During the three and nine months ended September 30, 2014, the Company recorded rent expense related to the ADM Warrant of $0.1 million and $0.5 million, respectively, equal to the estimated fair value of the ADM Warrant shares that had vested over the lease term since the measurement date. The estimated fair value of the ADM Warrant shares that had vested was determined using the Black-Scholes option pricing model based upon the following assumptions during the nine months ended September 30, 2014: average volatility of 54%, average risk-free interest rate of 1.63%, exercise price of $7.17, stock price range of $9.32 to $12.97 and range of expected remaining life of 4.4 to 5.0 years. As of September 30, 2014, 91,666 of the ADM Warrant shares had vested.

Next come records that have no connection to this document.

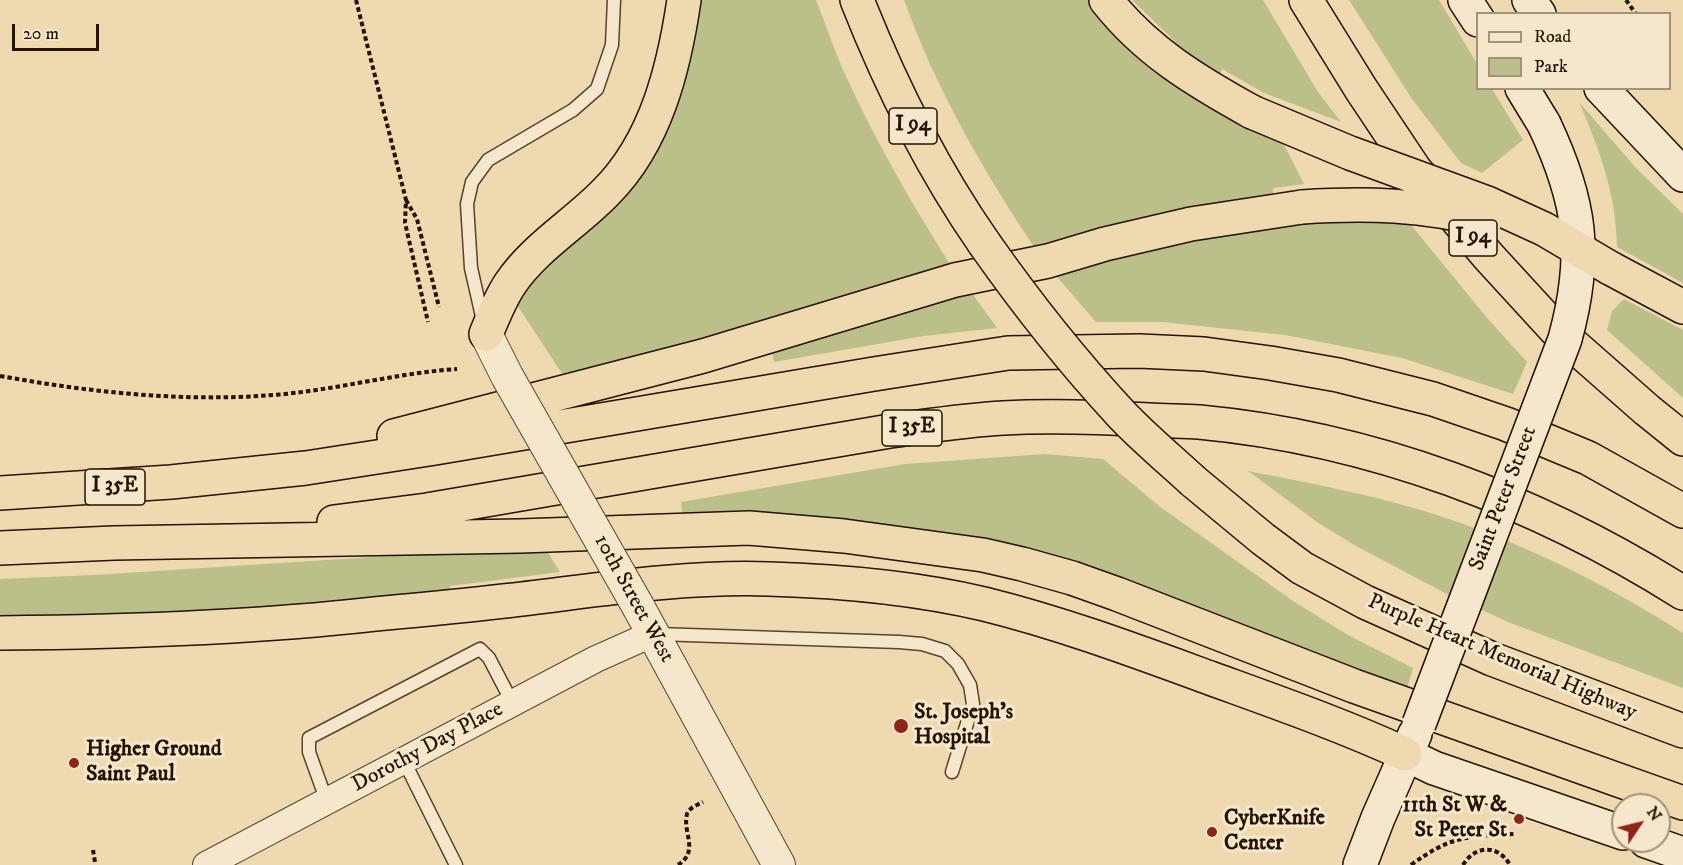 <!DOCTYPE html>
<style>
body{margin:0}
#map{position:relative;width:1683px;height:865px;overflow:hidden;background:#efd9b1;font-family:"IM FELL DW Pica",serif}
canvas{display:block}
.legend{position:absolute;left:1476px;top:12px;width:195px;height:78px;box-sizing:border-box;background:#f5e6cc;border:2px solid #a2927a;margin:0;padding:8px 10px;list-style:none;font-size:18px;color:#251300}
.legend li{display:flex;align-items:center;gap:12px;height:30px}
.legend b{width:30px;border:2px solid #a2927a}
.north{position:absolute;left:1611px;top:793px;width:60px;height:60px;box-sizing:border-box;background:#f5e6cc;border:2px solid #a2927a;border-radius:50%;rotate:55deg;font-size:16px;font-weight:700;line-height:24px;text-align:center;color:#251300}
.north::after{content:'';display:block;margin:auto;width:21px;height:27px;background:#8f2418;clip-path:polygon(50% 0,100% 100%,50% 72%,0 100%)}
.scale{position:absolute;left:12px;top:24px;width:87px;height:27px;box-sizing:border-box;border:3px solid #251300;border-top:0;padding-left:8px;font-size:18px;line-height:21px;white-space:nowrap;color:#251300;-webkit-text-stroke:4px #f5e6cc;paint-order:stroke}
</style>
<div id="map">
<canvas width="1683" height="865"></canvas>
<ul class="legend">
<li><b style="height:8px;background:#f5e6cc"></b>Road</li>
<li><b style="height:16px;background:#bbbf8a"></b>Park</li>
</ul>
<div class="north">N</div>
<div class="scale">20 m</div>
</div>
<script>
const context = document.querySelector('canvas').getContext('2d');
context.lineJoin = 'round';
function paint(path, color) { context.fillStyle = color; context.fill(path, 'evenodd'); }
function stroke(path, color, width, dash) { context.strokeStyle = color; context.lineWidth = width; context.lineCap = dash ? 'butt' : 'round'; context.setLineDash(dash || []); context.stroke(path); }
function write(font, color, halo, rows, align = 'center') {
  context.font = font + ' "IM FELL DW Pica",serif'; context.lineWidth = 6; context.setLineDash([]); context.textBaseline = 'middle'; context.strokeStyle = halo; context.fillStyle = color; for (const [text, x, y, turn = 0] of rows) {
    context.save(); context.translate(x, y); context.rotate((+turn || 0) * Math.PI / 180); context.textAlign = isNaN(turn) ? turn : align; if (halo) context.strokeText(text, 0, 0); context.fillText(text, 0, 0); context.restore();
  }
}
paint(new Path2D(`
 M 696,0 L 816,0 C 827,28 837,58 850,85 C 880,149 915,209 953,269 L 569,384 L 515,302 L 537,267 L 598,209 Z
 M 904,0 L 1095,0 L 1280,137 L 1304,184 L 1273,188 L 1273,193 L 1036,250 C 984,172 936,89 904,0 Z
 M 1132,0 L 1263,0 L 1318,92 L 1341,122 L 1264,93 L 1222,69 L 1219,76 L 1187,53 Z
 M 1349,0 L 1439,0 L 1477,64 L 1478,88 L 1492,89 L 1523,140 L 1482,173 L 1461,163 L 1412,99 Z
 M 1579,102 L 1636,168 L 1683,214 L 1683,283 L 1617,247 C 1616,193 1600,151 1579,102 Z
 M 1402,214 L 1488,319 L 1527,362 L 1513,394 L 1402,358 L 1285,335 L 1162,322 L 1096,322 L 1051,270 L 1284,218 Z
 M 969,289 L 997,328 L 924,336 L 774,362 L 771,348 Z
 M 1624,299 L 1683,330 L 1683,398 L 1607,330 L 1612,311 Z
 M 1045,454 L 1103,459 L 1159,506 L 1293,601 L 1348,635 L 1413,668 L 1406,692 L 1122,587 L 683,519 L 681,502 L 905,464 Z
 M 1248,471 C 1321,485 1395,499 1466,525 C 1541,552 1615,590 1683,633 L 1683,688 L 1508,622 L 1443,592 L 1356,546 L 1317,522 Z
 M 544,546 L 560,572 L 450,586 L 449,590 L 198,612 L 79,617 L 0,617 L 0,579 L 94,575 Z`), '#bbbf8a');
const service = new Path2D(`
 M 483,321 L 471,268 L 467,204 L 472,182 L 488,160 L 573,110 L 597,89 L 612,45 L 614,0
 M 657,634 L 899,642 L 922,644 L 945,651 L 958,664 L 970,685 L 973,704 L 952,772
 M 404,761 L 456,865
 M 327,802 L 309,752 L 309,738 L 480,649 L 489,658 L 513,704`);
const minor = new Path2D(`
 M 206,865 L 596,659 L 652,634`);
const tertiary = new Path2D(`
 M 486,334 L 507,376
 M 639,608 L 779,865`);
const secondary = new Path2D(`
 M 1465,0 L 1478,20
 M 1529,0 L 1539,14
 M 1522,88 L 1544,124
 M 1601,88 L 1683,175
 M 1405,754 L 1434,768 L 1623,833
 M 1646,841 L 1683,854
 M 1360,865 L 1378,818 L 1415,734`);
const motorway = new Path2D(`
 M 857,0 C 891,86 931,167 984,243
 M 1106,0 C 1146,51 1196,81 1252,112
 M 1306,0 L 1361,89 L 1415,170 L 1489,257 L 1556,330 L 1647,410 L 1683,439
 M 1610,268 L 1683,307
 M 486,334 C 493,317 500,299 510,284 C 535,247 575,224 606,192 C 656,142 674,68 684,0
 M 394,436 L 703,356 L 955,280 L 1048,261 L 1105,244 L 1191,224 L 1302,207
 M 1193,481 L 1263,539 L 1302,568 L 1365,602 L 1492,659 L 1683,731
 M 0,493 L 171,482 L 306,468 L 435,448 L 874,374 L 1008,353 L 1139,351 L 1204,354 L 1270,363 L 1338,375 L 1433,399 L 1506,424 L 1588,458 L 1683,511
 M 334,522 L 427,510 L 890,431 C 928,426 965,420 1003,418 C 1052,415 1100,417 1149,420 C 1165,421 1182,421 1199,422 C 1371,438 1537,501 1683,593
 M 0,548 L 114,543 L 520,536 L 749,528 L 844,536 L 983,555 L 1022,564 L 1072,578 L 1117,594 L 1354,686 L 1683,803
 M 0,633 C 125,632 250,628 375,614 C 418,610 461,606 504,601 C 592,591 680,576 769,579 C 839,581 916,588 984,604 C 1061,623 1136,651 1210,678 C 1276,702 1342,725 1405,754`);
stroke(service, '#58442c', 15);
stroke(minor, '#58442c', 28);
stroke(tertiary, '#58442c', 34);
stroke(secondary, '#251300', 36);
stroke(motorway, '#251300', 36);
stroke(new Path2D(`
 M 356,0 L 406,200 L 405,223 L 428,322
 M 1626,0 L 1636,14
 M 406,200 L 417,219 L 439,307
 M 0,376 C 95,393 189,403 285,394 C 343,388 399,373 457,369
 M 93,850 L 95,862
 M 678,865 C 700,851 682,832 687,814 C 689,808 697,805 703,802
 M 1411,865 C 1451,836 1466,836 1515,834
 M 1463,865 C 1475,845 1498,844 1510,865`), '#251300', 4, [4.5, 3]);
stroke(service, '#f5e6cc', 12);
stroke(minor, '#f5e6cc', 26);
stroke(tertiary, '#f5e6cc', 32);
stroke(secondary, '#f5e6cc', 33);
stroke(motorway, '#efd9b1', 33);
const tertiaryBridge = new Path2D(`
 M 507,376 L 639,608`);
const secondaryBridge = new Path2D(`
 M 1419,724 L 1565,339 C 1588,255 1581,202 1544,124`);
const motorwayBridge = new Path2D(`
 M 1252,112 L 1350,153 L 1487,203 L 1544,229 L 1610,268
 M 1302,207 C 1364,203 1425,204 1485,221
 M 984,243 C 1026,303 1072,361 1122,415 C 1144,438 1169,459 1193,481`);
stroke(tertiaryBridge, '#58442c', 34, []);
stroke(secondaryBridge, '#251300', 36, []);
stroke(motorwayBridge, '#251300', 36, []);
stroke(tertiaryBridge, '#f5e6cc', 32);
stroke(secondaryBridge, '#f5e6cc', 33);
stroke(motorwayBridge, '#efd9b1', 33);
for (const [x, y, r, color] of [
 [901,726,8,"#8f2418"],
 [74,763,6,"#8f2418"],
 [1519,819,6,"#8f2418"],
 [1212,832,6,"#8f2418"]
]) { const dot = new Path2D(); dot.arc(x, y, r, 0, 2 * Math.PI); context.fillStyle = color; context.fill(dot); stroke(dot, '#f5e6cc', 2); }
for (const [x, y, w] of [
 [913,126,48],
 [1473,238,48],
 [912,428,60],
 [115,487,60]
]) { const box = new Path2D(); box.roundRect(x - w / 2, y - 18, w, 36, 4.5); context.fillStyle = '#f5e6cc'; context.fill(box); stroke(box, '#251300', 1.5); }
write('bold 21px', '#251300', null, [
 ["I 94",913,126],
 ["I 94",1473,238],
 ["I 35E",912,428],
 ["I 35E",115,487]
]);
write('22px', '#251300', '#f5e6cc', [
 ["Saint Peter Street",1504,499,-69],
 ["10th Street West",633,599,61],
 ["Purple Heart Memorial Highway",1502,658,23],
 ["Dorothy Day Place",428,748,-28]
]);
write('bold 22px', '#251300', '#f5e6cc', [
 ["St. Joseph's",914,713],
 ["Hospital",914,738],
 ["Higher Ground",86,750],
 ["Saint Paul",86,775],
 ["11th St W &",1507,806,"right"],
 ["St Peter St",1507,831,"right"],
 ["CyberKnife",1224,819],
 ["Center",1224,844]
], 'left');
</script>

Mitsui—In February 2013, the Company entered into a $20.0 million multi-year agreement with Mitsui & Co., Ltd. (“Mitsui”) to jointly develop a suite of triglyceride oils for use primarily in the oleochemical industry. Product development is expected to span a multi-year period, with periodic product introductions throughout the term of the joint development alliance. End use application may include renewable, high-performance polymer additives for plastic applications, aviation lubricants and toiletry and household products. Milestones within the Mitsui joint development agreement that are determined to be substantive and at risk at the inception of the arrangement are recognized as revenue upon achievement of the milestone, and are limited to those amounts for which collectability is reasonably assured. If these conditions are not met, the milestone payments are deferred and recognized as revenue over the estimated period of performance under the contract as completion of performance obligations occur. The Company recognized $0 and $1.5 million of revenue related to substantive milestones achieved under the Mitsui joint development agreement during the three and nine months ended September 30, 2014, respectively, and $0 and $4.0 million of revenue related to substantive milestones achieved under the Mitsui joint development agreement during the three and nine months ended September 30, 2013, respectively.